United States District Court, D. Colorado

July 13, 2015

PAUL WEGNER, Plaintiff,
v.
DALE DAHLQUIST, and KC WOODS TRUCKING, Inc., Defendants.

ORDER ON DISCOVERY MOTIONS

Nina Y. Wang United States Magistrate Judge.

This matter comes before the court on the Motion For Fed.R.Civ.P. 35 Examination of Plaintiff (“Motion for Rule 35 Examination”) [#38] filed by Defendant KC Woods Trucking, Inc. (“KC Woods”) on July 8, 2015, and Plaintiff’s Motion to Compel Production of the Unredacted Medical Examination Report Contained in the Driver Qualification File Previously Produced by Defendants (“Plaintiff’s Motion to Compel”) [#42] filed by Plaintiff Paul Wegner (“Plaintiff” or “Mr. Wegner”) on July 9, 2015. These motions were referred to the undersigned Magistrate Judge pursuant to an Order of Reference dated June 26, 2014 [#11], a Reassignment dated February 10, 2015[#17], and memoranda dated July 8, 2015 and July 9 [#43], respectively. Having now considered the motions and their responses, the applicable case law, and the docket, the court hereby GRANTS Defendant KC Woods Motion for Rule 35 Examination and GRANTS Plaintiff’s Motion to Compel.

BACKGROUND

This case arises from an automobile collision involving Mr. Wegner and a 2007 Freightliner Tractor owned by Defendant KC Woods driven by Defendant Dale Dahlquist (“Defendant Dahlquist” or “Mr. Dahlquist”). [#3]. On or about October 21, 2013, Mr. Wegner was driving his 2011 Subaru Legacy when Mr. Dahlquist attempted to change lanes, causing the trailed attached to the 2007 Freightliner Tractor to collide with Mr. Wegner’s vehicle. [Id. at ¶ 5]. Mr. Wegner asserts three claims against Defendants: (1) negligence against Mr. Dahlquist; (2) negligence per se against Mr. Dahlquist; and (3) respondeat superior against KC Woods Trucking. [Id. at 3-4]. In the Scheduling Order, Plaintiff claimed damages for, inter alia, future loss of earnings and impairment of earning capacity, physical impairment, and disability. [#16 at 4]. Mr. Wegner did not, however, identify any specific calculation or bases for such relief, simply characterizing his damages as “[i]mpairment of earning capacity, physical impairment and disability, to be determined according to proof and/or retained expert evaluations.” [Id.]
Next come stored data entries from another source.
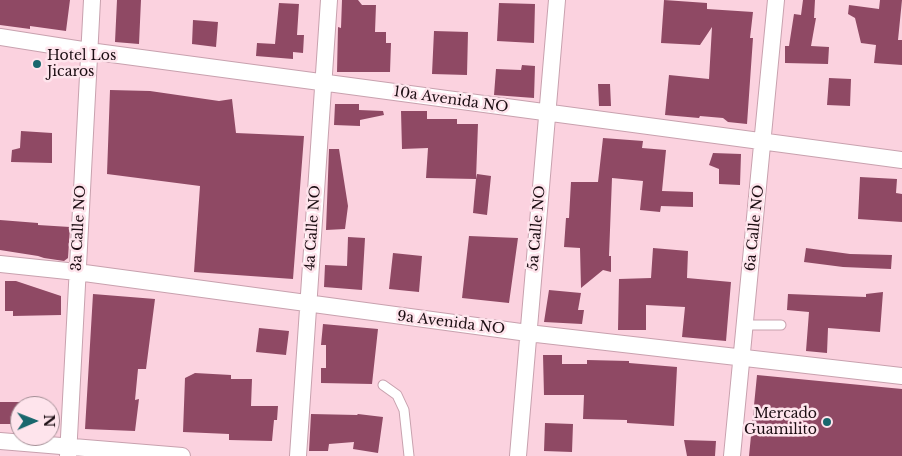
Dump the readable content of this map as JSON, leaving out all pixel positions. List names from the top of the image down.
{
  "streets": {
    "street": [
      "10a Avenida NO",
      "3a Calle NO",
      "4a Calle NO",
      "5a Calle NO",
      "6a Calle NO",
      "9a Avenida NO"
    ]
  },
  "crossings": [
    ["10a Avenida NO", "3a Calle NO"],
    ["10a Avenida NO", "4a Calle NO"],
    ["10a Avenida NO", "5a Calle NO"],
    ["10a Avenida NO", "6a Calle NO"],
    ["3a Calle NO", "9a Avenida NO"],
    ["4a Calle NO", "9a Avenida NO"],
    ["5a Calle NO", "9a Avenida NO"],
    ["6a Calle NO", "9a Avenida NO"]
  ],
  "places": ["Hotel Los Jicaros", "Mercado Guamilito"],
  "north": "right"
}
The Parties have engaged in discovery involving a number of issues, including Mr. Wegner’s medical condition, the repercussions to his earning capacity, and Mr. Dahlquist’s qualifications as a tractor-trailer driver. On the first issue, Plaintiff has disclosed Helen M. Woodard, a Rehabilitation Counsel, as one of his experts, in which she indicated that Mr. Wegner “was interviewed by telephone and a personal contact is planned for the future.” [#38-4 at 1]. In her report, Ms. Woodard recites an extensive history from Mr. Wegner, including but not limited to facts about Mr. Wegner’s education, employment history, and medical history. [#38-4 at 1-14]. In doing so, it includes information clearly provided by Mr. Wegner, rather than through written records. See, e.g. [#38-4 at 1-2 (History), 14 (Current Status)].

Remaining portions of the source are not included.